--- START ---
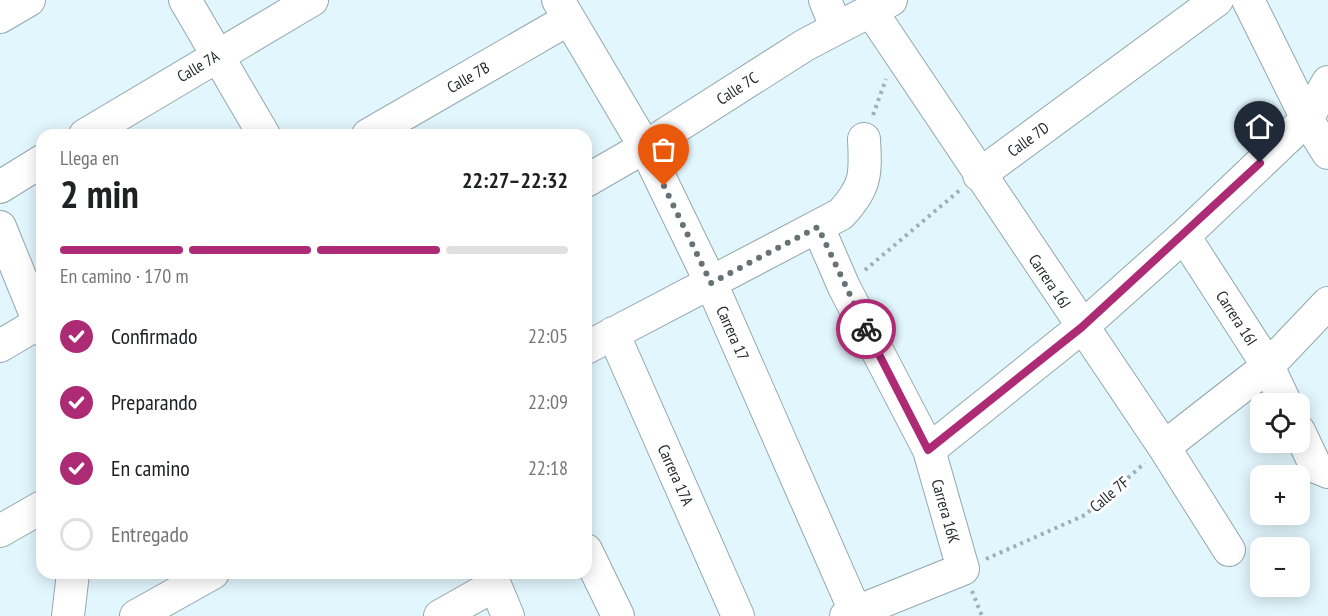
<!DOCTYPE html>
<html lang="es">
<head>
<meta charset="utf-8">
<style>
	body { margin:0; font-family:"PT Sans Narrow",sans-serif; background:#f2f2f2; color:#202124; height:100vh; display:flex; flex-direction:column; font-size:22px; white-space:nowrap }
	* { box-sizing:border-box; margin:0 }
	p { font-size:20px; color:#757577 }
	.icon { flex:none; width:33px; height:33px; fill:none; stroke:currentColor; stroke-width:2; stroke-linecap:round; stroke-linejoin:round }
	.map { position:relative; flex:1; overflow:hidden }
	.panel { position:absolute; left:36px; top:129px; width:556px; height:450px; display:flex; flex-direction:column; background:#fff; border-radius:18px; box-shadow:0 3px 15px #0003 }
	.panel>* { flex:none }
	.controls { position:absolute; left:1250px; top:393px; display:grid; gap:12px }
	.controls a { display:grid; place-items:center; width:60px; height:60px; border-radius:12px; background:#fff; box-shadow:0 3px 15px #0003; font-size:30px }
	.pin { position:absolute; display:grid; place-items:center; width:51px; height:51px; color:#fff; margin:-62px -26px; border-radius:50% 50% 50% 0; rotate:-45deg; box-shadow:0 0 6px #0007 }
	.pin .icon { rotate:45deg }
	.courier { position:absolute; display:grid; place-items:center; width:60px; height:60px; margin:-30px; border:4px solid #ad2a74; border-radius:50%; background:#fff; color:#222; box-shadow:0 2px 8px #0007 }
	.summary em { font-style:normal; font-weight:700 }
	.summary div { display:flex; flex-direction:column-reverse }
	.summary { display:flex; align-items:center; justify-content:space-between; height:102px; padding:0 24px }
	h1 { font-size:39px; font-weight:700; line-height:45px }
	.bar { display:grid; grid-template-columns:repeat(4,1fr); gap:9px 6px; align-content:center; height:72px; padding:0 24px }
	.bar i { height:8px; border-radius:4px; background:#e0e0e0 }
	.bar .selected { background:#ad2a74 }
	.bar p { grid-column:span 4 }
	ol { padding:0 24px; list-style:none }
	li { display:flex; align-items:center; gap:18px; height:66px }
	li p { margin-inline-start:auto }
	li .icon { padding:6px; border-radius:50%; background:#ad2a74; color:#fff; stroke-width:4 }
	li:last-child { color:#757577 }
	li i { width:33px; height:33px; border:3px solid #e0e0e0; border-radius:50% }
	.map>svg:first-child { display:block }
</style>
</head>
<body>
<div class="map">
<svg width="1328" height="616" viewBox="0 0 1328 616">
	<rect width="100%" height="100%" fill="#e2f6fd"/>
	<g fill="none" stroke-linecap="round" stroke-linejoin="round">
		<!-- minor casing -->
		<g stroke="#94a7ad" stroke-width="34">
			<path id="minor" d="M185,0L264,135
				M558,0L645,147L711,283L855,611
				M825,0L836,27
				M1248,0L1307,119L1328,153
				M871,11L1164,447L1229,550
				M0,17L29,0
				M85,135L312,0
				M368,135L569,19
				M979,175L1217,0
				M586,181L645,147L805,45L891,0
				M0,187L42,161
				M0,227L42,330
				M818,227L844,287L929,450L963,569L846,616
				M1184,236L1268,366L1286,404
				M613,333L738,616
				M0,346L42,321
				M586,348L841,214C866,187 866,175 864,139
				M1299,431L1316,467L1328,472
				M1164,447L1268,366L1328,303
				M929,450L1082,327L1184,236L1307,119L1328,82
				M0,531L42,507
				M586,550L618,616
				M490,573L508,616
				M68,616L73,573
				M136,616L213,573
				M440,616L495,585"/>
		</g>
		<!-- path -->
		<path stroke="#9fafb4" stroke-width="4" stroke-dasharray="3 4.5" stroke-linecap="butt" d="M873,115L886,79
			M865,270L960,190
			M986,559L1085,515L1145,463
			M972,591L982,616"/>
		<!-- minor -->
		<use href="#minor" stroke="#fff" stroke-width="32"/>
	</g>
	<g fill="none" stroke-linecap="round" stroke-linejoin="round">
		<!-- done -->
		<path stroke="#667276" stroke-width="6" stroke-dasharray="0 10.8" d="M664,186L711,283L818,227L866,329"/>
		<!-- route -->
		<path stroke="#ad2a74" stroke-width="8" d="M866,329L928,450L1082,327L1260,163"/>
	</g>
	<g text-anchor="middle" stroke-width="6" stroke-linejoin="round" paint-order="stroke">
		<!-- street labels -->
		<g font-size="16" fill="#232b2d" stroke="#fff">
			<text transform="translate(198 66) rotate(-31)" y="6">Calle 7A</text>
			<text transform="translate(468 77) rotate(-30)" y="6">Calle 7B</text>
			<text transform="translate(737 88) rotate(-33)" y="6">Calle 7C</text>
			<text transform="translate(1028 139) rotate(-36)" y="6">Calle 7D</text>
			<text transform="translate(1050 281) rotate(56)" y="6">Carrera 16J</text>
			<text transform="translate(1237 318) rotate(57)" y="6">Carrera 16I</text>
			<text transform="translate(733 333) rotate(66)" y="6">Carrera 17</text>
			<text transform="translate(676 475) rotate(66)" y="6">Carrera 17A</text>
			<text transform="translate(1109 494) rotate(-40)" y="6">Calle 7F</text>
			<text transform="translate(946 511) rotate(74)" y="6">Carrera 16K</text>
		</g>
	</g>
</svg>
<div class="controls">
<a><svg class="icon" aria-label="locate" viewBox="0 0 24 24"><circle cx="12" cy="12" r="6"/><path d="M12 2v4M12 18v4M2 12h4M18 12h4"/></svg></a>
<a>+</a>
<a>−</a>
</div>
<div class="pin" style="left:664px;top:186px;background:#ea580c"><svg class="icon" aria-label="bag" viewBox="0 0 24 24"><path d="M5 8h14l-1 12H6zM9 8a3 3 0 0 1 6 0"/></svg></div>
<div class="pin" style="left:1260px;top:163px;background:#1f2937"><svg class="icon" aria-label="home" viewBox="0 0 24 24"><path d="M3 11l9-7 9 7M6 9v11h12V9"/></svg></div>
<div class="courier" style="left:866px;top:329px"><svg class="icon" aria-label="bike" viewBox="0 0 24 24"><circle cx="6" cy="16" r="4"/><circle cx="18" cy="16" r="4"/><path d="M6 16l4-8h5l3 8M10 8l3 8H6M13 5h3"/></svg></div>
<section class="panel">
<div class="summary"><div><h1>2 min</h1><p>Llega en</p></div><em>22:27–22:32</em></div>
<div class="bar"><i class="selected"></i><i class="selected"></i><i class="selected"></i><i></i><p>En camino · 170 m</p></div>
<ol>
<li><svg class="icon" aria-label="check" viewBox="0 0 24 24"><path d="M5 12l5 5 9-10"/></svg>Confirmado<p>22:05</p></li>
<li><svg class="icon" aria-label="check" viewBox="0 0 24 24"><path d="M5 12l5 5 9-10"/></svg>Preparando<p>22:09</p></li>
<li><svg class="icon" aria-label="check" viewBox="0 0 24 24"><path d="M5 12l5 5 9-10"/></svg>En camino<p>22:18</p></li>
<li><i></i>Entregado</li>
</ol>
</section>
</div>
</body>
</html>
--- END ---
• **PROBLEM TO WORK ON**: Leave out the pictures and repeat exactly the lines from the start of the material through the line that contains "background:#f2f2f2; color:#202124; height:100vh;", both included.

• **PROBLEM SOLUTION**:
<!DOCTYPE html>
<html lang="es">
<head>
<meta charset="utf-8">
<style>
	body { margin:0; font-family:"PT Sans Narrow",sans-serif; background:#f2f2f2; color:#202124; height:100vh; display:flex; flex-direction:column; font-size:22px; white-space:nowrap }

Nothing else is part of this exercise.